Problem description: Without including any picture, write out the entries exactly as they stand.
[[ Extracted records, beginning ]]
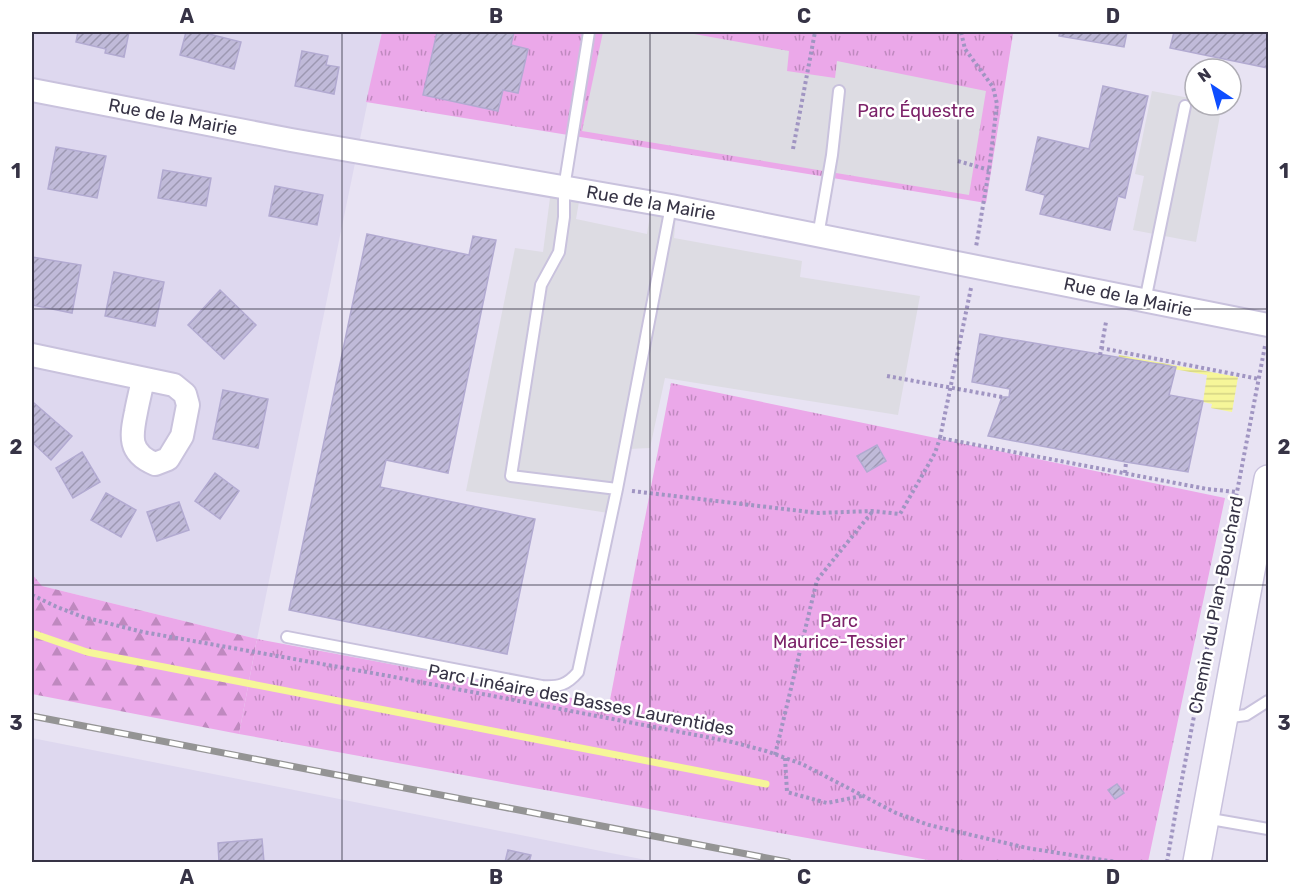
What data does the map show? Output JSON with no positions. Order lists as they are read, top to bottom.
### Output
{
  "streets": {
    "street": ["Rue de la Mairie", "Chemin du Plan-Bouchard"],
    "path": ["Parc Linéaire des Basses Laurentides"]
  },
  "crossings": [
    ["Rue de la Mairie", "Chemin du Plan-Bouchard"]
  ],
  "parks": ["Parc Équestre", "Parc Maurice-Tessier"],
  "north": "top left",
  "grid": {
    "columns": [
      "A",
      "B",
      "C",
      "D"
    ],
    "rows": ["1", "2", "3"]
  }
}
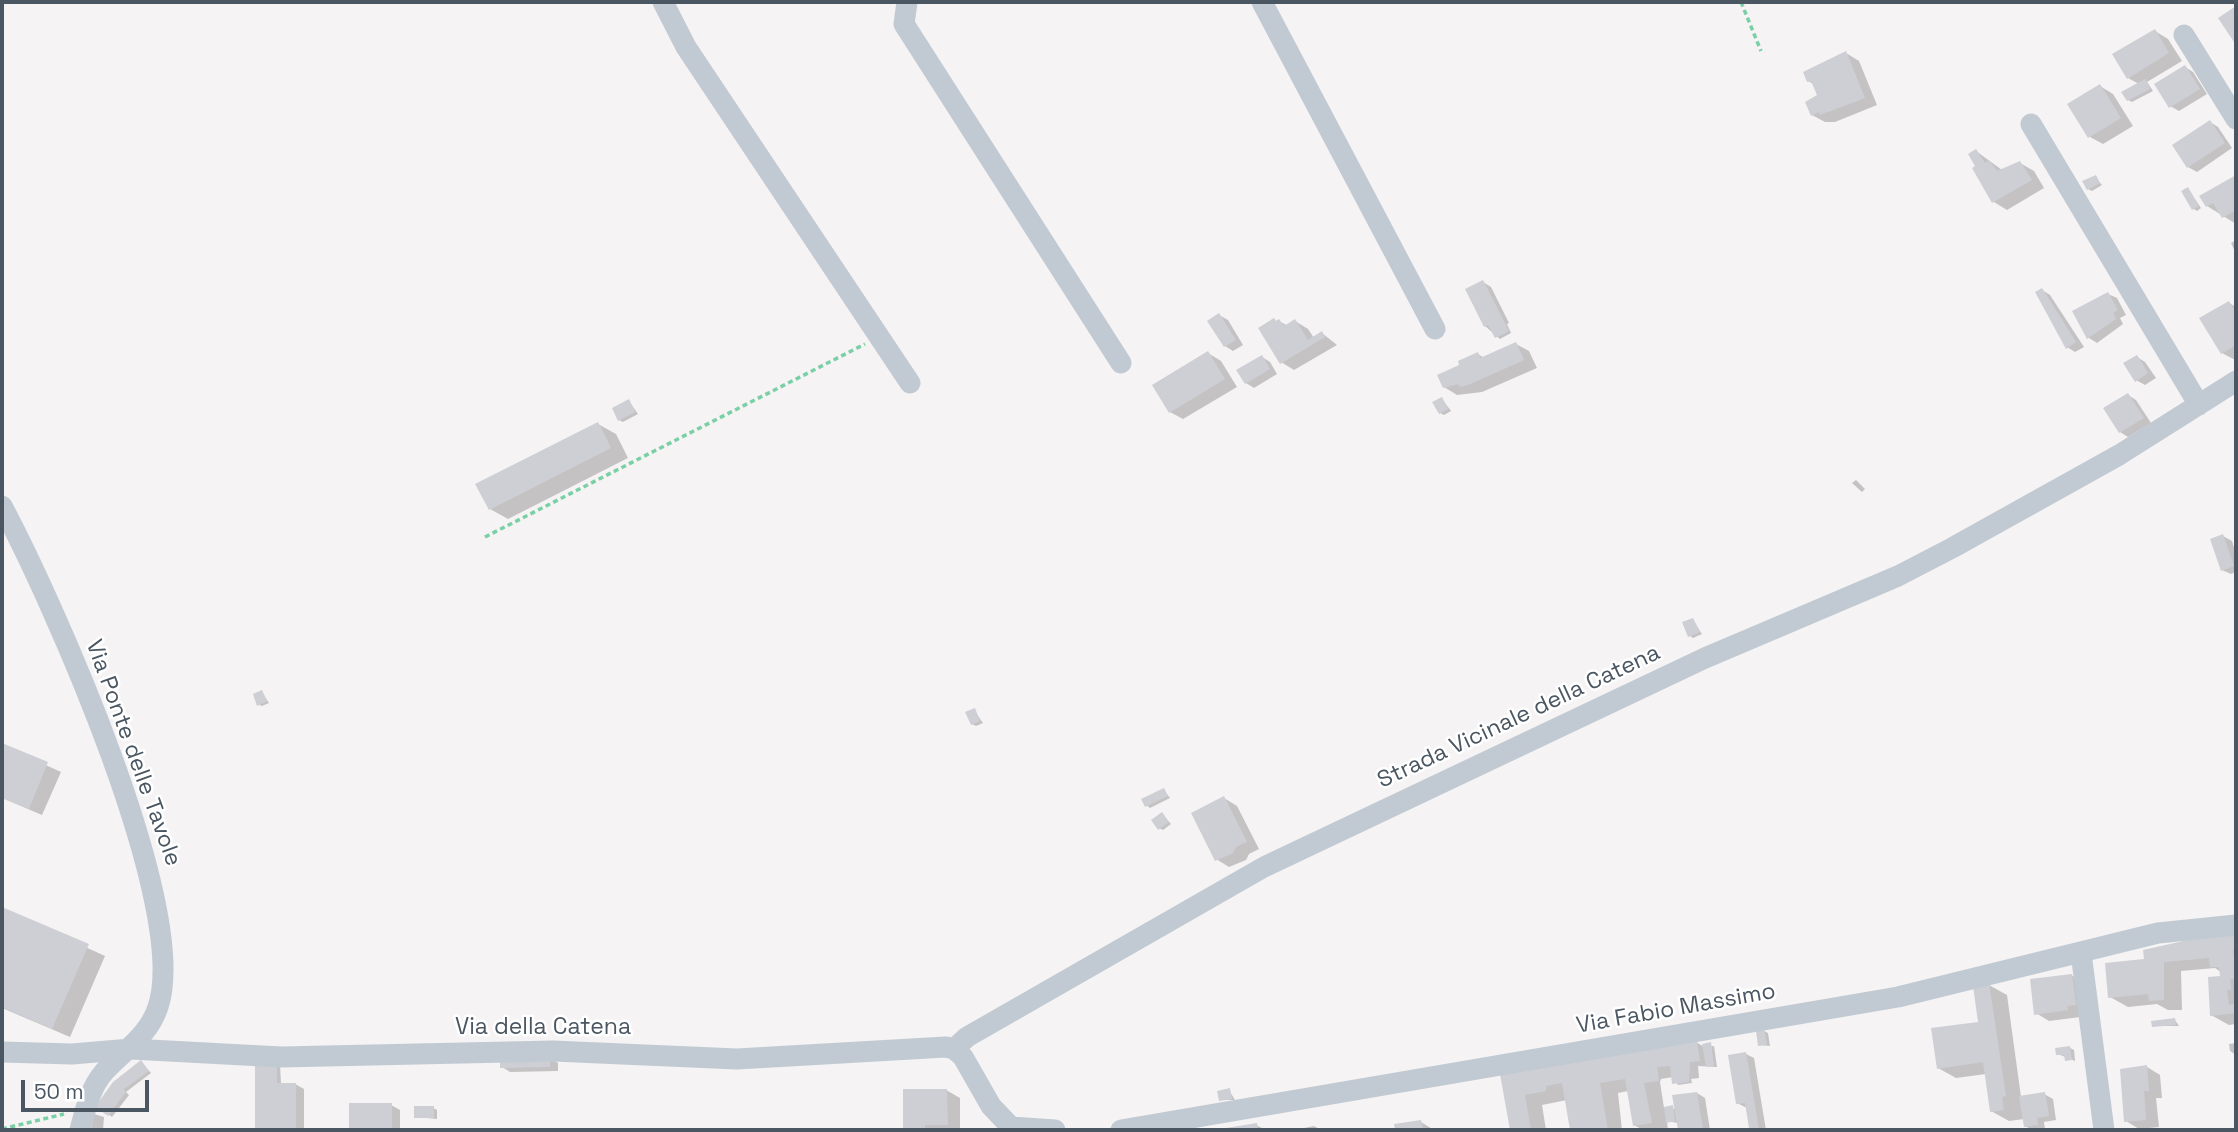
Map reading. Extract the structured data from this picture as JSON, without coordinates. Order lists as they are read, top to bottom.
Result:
[[ Extracted records, end ]]
Exercise solution:
What data does the map show? Output JSON with no positions. Order lists as they are read, top to bottom.
### Output
{
  "streets": {
    "street": ["Rue de la Mairie", "Chemin du Plan-Bouchard"],
    "path": ["Parc Linéaire des Basses Laurentides"]
  },
  "crossings": [
    ["Rue de la Mairie", "Chemin du Plan-Bouchard"]
  ],
  "parks": ["Parc Équestre", "Parc Maurice-Tessier"],
  "north": "top left",
  "grid": {
    "columns": [
      "A",
      "B",
      "C",
      "D"
    ],
    "rows": ["1", "2", "3"]
  }
}
Map reading. Extract the structured data from this picture as JSON, without coordinates. Order lists as they are read, top to bottom.
Result:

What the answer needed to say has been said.